THE PROBLEM> A word-for-word restatement of the data is what is needed.

INPUT MATERIAL>
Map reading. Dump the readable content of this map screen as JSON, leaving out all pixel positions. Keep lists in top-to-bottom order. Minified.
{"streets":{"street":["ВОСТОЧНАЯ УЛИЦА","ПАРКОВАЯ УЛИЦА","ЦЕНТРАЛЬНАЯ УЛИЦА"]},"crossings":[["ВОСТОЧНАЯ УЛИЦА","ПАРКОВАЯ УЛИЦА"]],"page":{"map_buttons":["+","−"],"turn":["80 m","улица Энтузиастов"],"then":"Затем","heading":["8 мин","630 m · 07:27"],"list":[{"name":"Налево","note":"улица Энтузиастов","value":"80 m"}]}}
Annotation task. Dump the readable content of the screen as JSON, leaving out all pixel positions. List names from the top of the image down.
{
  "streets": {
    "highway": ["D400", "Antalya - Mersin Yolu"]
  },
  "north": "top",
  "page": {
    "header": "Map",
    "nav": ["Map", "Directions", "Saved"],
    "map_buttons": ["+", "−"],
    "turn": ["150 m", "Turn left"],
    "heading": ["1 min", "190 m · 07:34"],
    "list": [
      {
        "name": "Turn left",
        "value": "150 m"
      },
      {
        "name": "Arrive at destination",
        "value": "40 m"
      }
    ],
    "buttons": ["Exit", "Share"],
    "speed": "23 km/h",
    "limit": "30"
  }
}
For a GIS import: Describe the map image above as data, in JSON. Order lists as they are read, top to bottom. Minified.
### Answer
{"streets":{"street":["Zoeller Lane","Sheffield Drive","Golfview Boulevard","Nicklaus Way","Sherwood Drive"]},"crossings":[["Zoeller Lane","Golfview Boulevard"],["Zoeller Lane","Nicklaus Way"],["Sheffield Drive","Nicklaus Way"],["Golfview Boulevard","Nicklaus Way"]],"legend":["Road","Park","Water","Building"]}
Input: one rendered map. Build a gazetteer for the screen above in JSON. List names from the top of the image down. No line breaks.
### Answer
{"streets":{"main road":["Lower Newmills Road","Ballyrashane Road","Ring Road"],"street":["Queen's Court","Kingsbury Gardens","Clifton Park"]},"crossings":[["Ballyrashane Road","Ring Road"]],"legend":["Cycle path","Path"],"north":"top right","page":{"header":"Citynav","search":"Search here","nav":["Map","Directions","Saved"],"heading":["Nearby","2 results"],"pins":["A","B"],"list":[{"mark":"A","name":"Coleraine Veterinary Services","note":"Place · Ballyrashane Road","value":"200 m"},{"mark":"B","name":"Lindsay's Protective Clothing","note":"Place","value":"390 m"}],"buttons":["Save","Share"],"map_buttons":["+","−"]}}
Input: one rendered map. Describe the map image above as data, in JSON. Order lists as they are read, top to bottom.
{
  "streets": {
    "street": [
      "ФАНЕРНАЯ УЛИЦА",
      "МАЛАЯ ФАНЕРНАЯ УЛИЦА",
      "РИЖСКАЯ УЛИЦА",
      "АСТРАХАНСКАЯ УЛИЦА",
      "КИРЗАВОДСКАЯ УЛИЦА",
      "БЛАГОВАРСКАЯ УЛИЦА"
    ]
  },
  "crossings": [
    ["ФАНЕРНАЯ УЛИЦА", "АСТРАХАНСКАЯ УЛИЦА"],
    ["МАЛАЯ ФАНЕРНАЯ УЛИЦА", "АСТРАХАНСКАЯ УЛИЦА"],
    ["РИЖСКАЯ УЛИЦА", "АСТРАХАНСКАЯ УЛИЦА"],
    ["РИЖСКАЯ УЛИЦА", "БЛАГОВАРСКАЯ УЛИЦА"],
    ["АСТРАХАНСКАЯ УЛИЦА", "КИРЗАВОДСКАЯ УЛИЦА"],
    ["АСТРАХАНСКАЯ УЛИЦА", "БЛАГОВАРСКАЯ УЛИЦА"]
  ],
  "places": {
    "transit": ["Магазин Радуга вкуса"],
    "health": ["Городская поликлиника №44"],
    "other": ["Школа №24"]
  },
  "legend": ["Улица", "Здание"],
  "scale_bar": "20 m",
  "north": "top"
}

SOLVED EXERCISE>
Map reading. Dump the readable content of this map screen as JSON, leaving out all pixel positions. Keep lists in top-to-bottom order. Minified.
{"streets":{"street":["ВОСТОЧНАЯ УЛИЦА","ПАРКОВАЯ УЛИЦА","ЦЕНТРАЛЬНАЯ УЛИЦА"]},"crossings":[["ВОСТОЧНАЯ УЛИЦА","ПАРКОВАЯ УЛИЦА"]],"page":{"map_buttons":["+","−"],"turn":["80 m","улица Энтузиастов"],"then":"Затем","heading":["8 мин","630 m · 07:27"],"list":[{"name":"Налево","note":"улица Энтузиастов","value":"80 m"}]}}
Annotation task. Dump the readable content of the screen as JSON, leaving out all pixel positions. List names from the top of the image down.
{
  "streets": {
    "highway": ["D400", "Antalya - Mersin Yolu"]
  },
  "north": "top",
  "page": {
    "header": "Map",
    "nav": ["Map", "Directions", "Saved"],
    "map_buttons": ["+", "−"],
    "turn": ["150 m", "Turn left"],
    "heading": ["1 min", "190 m · 07:34"],
    "list": [
      {
        "name": "Turn left",
        "value": "150 m"
      },
      {
        "name": "Arrive at destination",
        "value": "40 m"
      }
    ],
    "buttons": ["Exit", "Share"],
    "speed": "23 km/h",
    "limit": "30"
  }
}
For a GIS import: Describe the map image above as data, in JSON. Order lists as they are read, top to bottom. Minified.
### Answer
{"streets":{"street":["Zoeller Lane","Sheffield Drive","Golfview Boulevard","Nicklaus Way","Sherwood Drive"]},"crossings":[["Zoeller Lane","Golfview Boulevard"],["Zoeller Lane","Nicklaus Way"],["Sheffield Drive","Nicklaus Way"],["Golfview Boulevard","Nicklaus Way"]],"legend":["Road","Park","Water","Building"]}
Input: one rendered map. Build a gazetteer for the screen above in JSON. List names from the top of the image down. No line breaks.
### Answer
{"streets":{"main road":["Lower Newmills Road","Ballyrashane Road","Ring Road"],"street":["Queen's Court","Kingsbury Gardens","Clifton Park"]},"crossings":[["Ballyrashane Road","Ring Road"]],"legend":["Cycle path","Path"],"north":"top right","page":{"header":"Citynav","search":"Search here","nav":["Map","Directions","Saved"],"heading":["Nearby","2 results"],"pins":["A","B"],"list":[{"mark":"A","name":"Coleraine Veterinary Services","note":"Place · Ballyrashane Road","value":"200 m"},{"mark":"B","name":"Lindsay's Protective Clothing","note":"Place","value":"390 m"}],"buttons":["Save","Share"],"map_buttons":["+","−"]}}
Input: one rendered map. Describe the map image above as data, in JSON. Order lists as they are read, top to bottom.
{
  "streets": {
    "street": [
      "ФАНЕРНАЯ УЛИЦА",
      "МАЛАЯ ФАНЕРНАЯ УЛИЦА",
      "РИЖСКАЯ УЛИЦА",
      "АСТРАХАНСКАЯ УЛИЦА",
      "КИРЗАВОДСКАЯ УЛИЦА",
      "БЛАГОВАРСКАЯ УЛИЦА"
    ]
  },
  "crossings": [
    ["ФАНЕРНАЯ УЛИЦА", "АСТРАХАНСКАЯ УЛИЦА"],
    ["МАЛАЯ ФАНЕРНАЯ УЛИЦА", "АСТРАХАНСКАЯ УЛИЦА"],
    ["РИЖСКАЯ УЛИЦА", "АСТРАХАНСКАЯ УЛИЦА"],
    ["РИЖСКАЯ УЛИЦА", "БЛАГОВАРСКАЯ УЛИЦА"],
    ["АСТРАХАНСКАЯ УЛИЦА", "КИРЗАВОДСКАЯ УЛИЦА"],
    ["АСТРАХАНСКАЯ УЛИЦА", "БЛАГОВАРСКАЯ УЛИЦА"]
  ],
  "places": {
    "transit": ["Магазин Радуга вкуса"],
    "health": ["Городская поликлиника №44"],
    "other": ["Школа №24"]
  },
  "legend": ["Улица", "Здание"],
  "scale_bar": "20 m",
  "north": "top"
}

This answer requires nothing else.